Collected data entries
____________________
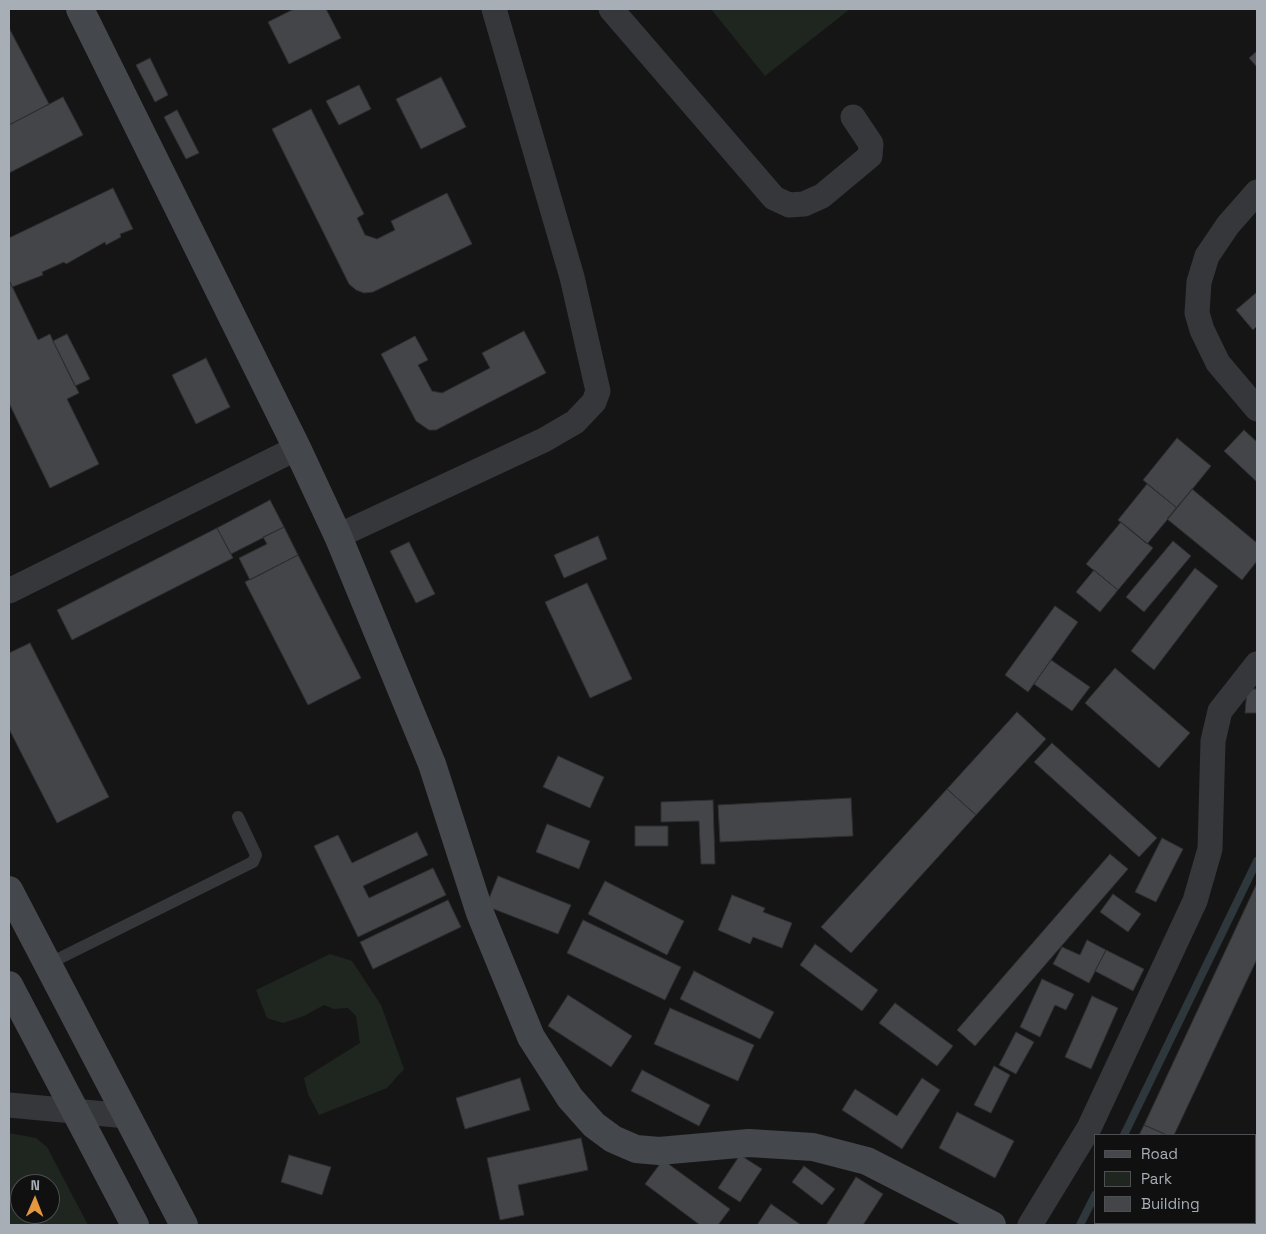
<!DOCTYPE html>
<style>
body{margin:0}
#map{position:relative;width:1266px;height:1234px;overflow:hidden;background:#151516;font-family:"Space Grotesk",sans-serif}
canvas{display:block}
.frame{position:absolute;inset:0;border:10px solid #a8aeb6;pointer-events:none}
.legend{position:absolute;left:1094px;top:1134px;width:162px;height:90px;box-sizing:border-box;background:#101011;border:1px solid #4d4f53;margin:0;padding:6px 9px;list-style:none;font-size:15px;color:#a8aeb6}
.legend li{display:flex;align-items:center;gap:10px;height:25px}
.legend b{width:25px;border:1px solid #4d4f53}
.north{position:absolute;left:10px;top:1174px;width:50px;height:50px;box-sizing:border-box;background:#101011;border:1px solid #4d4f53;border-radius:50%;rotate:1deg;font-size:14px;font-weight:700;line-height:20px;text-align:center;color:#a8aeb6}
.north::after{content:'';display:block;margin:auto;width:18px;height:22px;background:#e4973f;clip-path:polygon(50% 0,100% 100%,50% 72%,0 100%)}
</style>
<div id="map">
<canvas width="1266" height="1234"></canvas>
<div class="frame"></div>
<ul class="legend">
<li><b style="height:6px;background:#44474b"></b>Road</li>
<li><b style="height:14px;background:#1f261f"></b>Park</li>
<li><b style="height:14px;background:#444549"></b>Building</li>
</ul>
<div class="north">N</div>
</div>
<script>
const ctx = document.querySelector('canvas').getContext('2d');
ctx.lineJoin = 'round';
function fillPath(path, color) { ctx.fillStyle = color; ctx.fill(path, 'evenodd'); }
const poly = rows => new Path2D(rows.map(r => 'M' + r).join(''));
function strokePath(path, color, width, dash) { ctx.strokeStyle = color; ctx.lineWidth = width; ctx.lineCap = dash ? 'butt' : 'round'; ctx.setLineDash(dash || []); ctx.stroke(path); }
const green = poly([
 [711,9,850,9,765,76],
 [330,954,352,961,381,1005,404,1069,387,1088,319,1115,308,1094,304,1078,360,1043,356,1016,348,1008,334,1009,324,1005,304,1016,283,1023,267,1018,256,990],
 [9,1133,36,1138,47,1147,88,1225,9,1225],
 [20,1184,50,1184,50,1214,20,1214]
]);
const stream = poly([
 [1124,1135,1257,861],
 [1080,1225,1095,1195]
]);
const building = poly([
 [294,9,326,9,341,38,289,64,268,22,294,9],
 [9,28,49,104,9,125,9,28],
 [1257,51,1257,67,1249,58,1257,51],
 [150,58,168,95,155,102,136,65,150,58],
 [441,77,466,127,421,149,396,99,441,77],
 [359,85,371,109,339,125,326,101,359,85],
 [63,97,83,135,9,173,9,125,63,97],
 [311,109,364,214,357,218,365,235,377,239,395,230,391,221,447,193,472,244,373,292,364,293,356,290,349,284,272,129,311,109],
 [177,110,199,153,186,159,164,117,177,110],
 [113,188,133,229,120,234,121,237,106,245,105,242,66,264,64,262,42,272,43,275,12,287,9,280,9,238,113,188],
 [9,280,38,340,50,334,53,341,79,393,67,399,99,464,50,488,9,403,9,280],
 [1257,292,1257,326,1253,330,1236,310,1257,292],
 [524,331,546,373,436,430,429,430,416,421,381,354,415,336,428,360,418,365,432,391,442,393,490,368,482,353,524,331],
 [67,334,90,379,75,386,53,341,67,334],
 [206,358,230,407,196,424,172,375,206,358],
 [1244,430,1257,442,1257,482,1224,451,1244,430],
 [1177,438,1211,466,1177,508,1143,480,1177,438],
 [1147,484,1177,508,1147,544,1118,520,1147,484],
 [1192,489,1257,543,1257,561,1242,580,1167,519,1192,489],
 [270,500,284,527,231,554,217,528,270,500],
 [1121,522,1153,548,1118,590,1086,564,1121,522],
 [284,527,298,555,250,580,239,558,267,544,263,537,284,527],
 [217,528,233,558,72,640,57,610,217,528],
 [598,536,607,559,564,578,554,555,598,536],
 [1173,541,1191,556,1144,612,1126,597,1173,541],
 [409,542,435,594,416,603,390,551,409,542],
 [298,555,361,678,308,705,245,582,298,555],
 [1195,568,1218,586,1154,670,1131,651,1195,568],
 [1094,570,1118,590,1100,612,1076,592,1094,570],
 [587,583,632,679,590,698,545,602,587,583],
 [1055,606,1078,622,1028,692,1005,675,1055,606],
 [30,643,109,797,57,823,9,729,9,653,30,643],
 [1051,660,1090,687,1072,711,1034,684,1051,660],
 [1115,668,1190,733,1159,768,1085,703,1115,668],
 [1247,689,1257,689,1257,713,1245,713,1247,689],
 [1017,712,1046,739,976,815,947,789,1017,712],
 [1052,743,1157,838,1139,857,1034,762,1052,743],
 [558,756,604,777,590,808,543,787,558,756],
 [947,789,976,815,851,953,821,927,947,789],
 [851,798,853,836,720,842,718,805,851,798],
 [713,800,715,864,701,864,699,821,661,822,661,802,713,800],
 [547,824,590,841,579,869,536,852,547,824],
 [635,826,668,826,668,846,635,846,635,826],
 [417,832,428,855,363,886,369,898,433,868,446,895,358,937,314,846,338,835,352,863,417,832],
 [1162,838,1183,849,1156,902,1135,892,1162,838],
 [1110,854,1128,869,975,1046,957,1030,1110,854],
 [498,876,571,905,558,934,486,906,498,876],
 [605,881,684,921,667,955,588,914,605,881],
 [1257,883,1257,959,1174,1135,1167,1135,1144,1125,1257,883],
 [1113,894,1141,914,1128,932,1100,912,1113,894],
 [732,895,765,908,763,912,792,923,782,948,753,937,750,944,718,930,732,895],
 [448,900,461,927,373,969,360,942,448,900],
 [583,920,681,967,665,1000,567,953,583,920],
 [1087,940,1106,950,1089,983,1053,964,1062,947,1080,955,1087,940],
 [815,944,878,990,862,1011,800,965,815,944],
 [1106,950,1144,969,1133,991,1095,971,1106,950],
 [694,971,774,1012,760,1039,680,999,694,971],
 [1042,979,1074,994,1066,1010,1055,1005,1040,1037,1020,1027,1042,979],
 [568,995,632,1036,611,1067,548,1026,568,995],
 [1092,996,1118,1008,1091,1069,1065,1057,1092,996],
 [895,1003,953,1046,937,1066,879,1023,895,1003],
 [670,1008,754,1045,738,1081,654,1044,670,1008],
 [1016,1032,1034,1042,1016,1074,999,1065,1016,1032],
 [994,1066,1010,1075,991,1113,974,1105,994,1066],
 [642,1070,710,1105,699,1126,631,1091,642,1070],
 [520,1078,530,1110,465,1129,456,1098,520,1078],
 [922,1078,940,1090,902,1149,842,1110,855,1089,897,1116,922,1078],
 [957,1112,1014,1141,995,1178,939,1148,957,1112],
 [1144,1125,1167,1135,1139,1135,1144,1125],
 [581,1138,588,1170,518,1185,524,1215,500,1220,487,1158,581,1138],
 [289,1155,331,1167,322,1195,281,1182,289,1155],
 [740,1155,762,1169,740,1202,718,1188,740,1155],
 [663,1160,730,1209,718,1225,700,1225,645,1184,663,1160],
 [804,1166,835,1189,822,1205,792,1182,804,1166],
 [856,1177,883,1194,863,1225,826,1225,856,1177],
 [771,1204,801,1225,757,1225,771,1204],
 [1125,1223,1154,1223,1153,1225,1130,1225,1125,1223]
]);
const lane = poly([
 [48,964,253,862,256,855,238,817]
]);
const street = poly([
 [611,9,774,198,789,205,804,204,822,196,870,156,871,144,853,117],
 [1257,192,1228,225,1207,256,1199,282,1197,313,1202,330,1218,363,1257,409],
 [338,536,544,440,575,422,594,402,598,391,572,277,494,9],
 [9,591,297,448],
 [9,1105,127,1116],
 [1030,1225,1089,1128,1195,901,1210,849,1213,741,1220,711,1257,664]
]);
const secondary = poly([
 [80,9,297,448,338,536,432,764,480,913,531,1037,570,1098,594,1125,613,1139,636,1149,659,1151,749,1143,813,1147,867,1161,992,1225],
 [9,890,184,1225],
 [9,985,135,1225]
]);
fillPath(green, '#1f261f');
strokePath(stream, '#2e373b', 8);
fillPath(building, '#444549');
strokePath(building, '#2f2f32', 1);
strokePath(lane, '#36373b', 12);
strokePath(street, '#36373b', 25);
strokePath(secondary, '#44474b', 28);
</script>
____________________
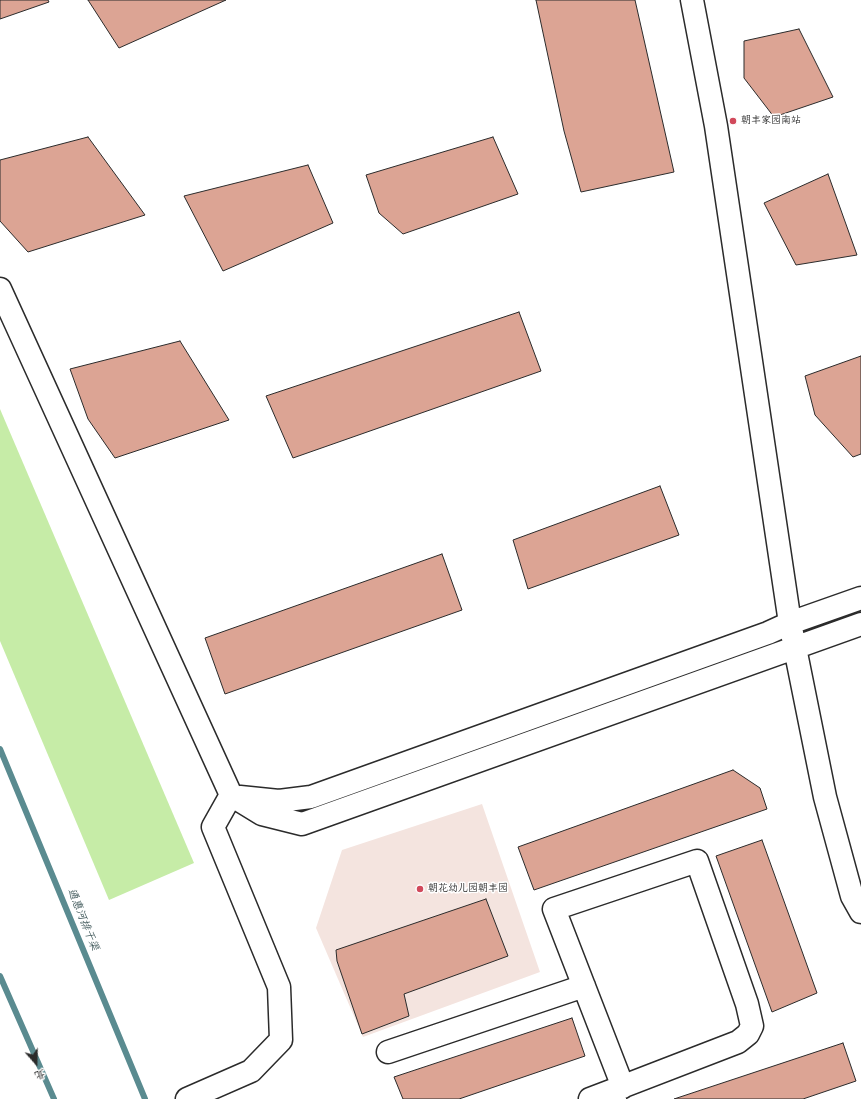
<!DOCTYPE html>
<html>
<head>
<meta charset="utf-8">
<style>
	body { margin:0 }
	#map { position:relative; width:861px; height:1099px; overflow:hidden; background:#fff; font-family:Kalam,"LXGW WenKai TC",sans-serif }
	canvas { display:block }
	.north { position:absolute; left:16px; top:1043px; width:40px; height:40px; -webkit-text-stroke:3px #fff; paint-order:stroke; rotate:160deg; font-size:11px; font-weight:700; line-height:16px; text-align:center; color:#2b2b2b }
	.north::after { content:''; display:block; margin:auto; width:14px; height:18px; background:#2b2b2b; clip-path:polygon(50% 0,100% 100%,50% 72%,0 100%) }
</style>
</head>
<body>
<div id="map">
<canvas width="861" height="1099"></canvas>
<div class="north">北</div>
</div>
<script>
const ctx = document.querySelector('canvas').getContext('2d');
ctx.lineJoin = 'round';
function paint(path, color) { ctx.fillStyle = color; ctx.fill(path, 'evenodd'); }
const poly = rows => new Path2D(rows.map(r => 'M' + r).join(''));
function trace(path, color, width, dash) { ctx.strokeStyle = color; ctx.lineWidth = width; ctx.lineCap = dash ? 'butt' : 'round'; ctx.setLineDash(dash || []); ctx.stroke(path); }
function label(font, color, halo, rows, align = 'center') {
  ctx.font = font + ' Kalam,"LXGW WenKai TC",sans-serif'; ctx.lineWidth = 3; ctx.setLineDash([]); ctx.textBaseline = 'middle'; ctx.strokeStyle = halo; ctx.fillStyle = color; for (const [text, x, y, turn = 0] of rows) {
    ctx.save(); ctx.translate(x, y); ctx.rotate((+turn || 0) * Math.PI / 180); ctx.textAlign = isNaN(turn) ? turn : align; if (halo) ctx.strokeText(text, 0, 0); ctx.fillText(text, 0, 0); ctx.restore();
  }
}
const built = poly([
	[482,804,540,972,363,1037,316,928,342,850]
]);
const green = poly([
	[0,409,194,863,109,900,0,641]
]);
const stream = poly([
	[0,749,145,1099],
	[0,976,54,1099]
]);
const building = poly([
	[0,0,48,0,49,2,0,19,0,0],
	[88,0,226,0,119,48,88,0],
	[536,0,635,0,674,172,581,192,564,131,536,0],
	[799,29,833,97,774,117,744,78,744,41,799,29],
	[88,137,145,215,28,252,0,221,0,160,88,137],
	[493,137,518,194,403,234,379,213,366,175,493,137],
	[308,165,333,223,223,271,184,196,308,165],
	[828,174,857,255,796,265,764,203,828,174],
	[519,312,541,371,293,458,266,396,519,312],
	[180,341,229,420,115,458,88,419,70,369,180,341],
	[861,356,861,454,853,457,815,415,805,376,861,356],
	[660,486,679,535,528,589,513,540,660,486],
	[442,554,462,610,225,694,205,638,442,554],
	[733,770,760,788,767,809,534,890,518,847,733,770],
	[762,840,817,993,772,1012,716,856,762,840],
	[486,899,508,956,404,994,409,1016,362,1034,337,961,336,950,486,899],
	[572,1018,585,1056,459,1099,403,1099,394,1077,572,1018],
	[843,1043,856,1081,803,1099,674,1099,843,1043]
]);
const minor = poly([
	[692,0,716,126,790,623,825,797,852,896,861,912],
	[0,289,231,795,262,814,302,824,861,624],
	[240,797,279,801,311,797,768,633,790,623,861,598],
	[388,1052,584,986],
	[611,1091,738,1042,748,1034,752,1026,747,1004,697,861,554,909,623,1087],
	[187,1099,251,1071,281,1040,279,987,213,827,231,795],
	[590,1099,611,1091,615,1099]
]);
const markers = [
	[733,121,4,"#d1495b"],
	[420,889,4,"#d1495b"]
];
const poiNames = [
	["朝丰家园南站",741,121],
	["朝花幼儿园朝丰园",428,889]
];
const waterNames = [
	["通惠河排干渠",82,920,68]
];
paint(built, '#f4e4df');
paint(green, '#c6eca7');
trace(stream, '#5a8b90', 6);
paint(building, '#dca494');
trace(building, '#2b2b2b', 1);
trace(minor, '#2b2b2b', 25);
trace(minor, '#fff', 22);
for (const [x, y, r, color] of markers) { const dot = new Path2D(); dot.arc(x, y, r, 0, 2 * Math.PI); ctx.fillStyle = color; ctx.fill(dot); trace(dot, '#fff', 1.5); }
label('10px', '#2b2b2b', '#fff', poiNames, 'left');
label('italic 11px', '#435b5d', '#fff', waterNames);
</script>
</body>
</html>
____________________
**ACTIVITY**
Say how many lines above include "turn", please, and nothing else.

**EXERCISE OUTPUT**
2